(Stored data)

****************************************

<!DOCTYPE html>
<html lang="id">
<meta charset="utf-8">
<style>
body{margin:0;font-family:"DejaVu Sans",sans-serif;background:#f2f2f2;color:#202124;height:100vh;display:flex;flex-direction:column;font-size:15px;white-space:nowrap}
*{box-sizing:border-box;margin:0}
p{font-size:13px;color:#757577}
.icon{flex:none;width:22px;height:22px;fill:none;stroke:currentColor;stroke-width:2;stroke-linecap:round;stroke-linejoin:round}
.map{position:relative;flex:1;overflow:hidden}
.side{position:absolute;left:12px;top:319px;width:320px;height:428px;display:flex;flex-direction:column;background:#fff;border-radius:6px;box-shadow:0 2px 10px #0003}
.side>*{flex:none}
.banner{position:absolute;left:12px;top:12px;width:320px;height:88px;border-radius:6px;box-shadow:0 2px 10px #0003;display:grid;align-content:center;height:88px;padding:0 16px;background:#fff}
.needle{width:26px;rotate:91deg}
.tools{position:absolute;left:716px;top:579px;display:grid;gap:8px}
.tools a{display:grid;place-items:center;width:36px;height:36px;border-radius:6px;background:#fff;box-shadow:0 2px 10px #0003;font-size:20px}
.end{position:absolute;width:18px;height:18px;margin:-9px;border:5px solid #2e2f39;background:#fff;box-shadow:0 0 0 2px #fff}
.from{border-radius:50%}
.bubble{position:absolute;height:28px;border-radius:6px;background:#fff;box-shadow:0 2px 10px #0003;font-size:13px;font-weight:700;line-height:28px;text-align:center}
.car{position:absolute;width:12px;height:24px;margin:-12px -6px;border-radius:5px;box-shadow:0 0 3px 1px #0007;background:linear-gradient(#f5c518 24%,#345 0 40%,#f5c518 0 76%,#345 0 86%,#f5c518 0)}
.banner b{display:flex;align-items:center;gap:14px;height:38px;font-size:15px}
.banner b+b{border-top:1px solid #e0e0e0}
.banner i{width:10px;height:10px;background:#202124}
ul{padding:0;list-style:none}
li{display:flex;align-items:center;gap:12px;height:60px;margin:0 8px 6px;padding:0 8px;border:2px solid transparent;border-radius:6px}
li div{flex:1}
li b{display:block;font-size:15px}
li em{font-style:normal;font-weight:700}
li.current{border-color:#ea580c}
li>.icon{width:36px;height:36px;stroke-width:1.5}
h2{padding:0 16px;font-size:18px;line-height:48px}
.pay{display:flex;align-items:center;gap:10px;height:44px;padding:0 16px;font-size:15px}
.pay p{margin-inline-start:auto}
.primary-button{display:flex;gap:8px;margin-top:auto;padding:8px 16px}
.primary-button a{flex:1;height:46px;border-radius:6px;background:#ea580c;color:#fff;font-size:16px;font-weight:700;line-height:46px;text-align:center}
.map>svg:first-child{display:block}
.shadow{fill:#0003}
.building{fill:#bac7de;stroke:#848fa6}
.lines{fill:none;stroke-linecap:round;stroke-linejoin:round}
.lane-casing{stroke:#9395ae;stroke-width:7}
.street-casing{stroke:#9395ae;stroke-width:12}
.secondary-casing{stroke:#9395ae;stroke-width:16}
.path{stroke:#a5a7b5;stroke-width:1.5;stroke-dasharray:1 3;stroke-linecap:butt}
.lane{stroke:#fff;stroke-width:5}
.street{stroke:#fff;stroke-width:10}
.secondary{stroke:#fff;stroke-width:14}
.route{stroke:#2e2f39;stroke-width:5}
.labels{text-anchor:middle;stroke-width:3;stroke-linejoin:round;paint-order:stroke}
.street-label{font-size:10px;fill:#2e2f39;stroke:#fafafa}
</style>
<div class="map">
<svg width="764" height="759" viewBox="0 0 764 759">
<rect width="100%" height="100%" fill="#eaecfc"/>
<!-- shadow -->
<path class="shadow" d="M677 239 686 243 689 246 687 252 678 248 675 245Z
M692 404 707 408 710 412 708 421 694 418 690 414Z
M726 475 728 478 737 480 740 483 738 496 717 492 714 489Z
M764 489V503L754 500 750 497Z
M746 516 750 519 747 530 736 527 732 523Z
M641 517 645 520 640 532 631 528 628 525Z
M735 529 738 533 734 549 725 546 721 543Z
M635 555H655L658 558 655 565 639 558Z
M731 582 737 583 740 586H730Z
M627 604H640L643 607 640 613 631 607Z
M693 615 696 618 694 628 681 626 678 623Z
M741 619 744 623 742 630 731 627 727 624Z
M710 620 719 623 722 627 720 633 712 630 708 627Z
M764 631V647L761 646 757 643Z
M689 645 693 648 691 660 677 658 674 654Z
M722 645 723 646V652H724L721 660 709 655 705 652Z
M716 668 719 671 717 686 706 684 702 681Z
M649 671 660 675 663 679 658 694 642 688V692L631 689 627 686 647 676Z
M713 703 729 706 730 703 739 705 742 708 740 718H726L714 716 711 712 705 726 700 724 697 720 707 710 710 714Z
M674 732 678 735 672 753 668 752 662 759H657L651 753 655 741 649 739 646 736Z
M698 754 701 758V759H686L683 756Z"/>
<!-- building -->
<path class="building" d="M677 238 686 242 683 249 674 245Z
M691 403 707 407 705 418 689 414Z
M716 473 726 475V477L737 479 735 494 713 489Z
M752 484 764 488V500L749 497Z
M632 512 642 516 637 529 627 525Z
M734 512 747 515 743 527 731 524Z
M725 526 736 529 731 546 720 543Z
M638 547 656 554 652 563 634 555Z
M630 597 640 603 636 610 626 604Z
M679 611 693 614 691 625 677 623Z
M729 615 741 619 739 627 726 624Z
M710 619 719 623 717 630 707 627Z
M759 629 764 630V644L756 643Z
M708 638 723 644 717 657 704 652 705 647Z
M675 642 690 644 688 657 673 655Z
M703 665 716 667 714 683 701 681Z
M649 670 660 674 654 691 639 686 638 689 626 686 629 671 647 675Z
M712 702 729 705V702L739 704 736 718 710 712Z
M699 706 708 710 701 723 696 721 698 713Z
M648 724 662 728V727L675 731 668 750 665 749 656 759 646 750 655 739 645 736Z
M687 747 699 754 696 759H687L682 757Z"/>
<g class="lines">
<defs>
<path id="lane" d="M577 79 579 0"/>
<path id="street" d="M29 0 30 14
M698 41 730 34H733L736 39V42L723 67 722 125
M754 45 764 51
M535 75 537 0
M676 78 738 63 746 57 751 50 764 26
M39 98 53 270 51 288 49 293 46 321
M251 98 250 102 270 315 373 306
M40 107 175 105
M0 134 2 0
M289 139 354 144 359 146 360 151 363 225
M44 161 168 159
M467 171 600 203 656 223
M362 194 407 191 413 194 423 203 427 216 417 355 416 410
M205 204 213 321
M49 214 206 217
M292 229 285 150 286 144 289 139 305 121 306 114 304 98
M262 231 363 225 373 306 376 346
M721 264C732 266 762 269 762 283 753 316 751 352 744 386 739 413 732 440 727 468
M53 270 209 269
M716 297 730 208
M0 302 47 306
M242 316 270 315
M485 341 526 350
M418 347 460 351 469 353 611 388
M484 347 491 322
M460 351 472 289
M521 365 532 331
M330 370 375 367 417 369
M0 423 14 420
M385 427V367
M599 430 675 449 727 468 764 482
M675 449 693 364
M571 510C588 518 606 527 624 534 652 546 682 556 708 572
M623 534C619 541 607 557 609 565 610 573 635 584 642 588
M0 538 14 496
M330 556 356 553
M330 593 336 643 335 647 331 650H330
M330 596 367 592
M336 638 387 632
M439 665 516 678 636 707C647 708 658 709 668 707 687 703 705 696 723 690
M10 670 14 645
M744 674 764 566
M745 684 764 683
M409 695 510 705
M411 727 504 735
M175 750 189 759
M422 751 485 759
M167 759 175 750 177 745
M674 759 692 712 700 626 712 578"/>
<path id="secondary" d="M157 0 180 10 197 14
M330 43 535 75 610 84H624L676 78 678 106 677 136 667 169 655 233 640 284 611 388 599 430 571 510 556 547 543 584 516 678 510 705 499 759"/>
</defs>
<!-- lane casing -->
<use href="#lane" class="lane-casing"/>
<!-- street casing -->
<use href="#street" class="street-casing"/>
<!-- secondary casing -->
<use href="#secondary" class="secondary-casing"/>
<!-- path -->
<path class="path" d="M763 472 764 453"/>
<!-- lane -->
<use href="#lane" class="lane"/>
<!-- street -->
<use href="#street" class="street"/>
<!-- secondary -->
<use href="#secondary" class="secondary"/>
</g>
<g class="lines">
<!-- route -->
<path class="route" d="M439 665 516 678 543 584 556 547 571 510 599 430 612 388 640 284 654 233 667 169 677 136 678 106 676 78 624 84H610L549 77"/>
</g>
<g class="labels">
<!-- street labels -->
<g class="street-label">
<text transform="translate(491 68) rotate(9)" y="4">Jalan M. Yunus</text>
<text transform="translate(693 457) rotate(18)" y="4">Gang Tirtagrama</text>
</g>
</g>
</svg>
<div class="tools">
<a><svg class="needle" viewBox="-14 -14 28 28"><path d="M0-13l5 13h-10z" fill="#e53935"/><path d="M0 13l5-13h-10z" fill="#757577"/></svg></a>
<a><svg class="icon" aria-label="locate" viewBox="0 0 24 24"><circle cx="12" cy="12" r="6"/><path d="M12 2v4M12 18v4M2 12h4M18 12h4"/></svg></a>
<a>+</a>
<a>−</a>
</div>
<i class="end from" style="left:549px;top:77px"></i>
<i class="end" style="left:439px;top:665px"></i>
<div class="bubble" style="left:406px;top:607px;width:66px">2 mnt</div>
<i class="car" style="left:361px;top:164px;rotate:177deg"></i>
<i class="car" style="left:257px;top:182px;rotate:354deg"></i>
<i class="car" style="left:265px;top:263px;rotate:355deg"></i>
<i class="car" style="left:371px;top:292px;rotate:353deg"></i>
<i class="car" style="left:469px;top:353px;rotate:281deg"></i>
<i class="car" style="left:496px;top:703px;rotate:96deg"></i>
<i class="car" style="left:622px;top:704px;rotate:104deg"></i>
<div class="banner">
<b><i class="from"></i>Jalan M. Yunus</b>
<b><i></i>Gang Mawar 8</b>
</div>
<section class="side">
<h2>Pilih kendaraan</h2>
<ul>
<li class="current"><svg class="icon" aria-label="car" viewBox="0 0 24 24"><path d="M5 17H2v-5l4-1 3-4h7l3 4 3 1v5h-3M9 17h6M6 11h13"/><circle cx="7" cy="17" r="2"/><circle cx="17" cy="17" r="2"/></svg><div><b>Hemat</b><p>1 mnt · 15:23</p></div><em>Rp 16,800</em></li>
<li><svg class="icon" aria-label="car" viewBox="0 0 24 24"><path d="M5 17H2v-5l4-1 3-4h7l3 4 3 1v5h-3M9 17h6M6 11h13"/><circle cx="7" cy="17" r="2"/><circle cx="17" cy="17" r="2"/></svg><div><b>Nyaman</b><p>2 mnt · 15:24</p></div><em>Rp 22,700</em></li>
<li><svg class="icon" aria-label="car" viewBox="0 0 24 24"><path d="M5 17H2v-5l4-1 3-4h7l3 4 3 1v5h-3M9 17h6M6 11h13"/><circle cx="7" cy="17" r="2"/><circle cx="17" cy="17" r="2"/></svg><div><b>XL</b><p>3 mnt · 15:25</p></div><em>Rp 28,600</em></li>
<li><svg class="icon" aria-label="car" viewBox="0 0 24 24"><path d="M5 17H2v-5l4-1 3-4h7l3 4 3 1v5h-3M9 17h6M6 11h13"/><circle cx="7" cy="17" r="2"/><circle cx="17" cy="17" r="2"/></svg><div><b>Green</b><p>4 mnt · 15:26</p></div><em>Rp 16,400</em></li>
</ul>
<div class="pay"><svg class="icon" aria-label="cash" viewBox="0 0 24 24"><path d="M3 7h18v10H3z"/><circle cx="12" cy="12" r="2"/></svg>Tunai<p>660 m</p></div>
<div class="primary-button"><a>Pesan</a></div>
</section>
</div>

****************************************

:: What the task asks ::
Give the count of lines in the records above that hold the string "tools", and only that count.

:: Exercise answer ::
3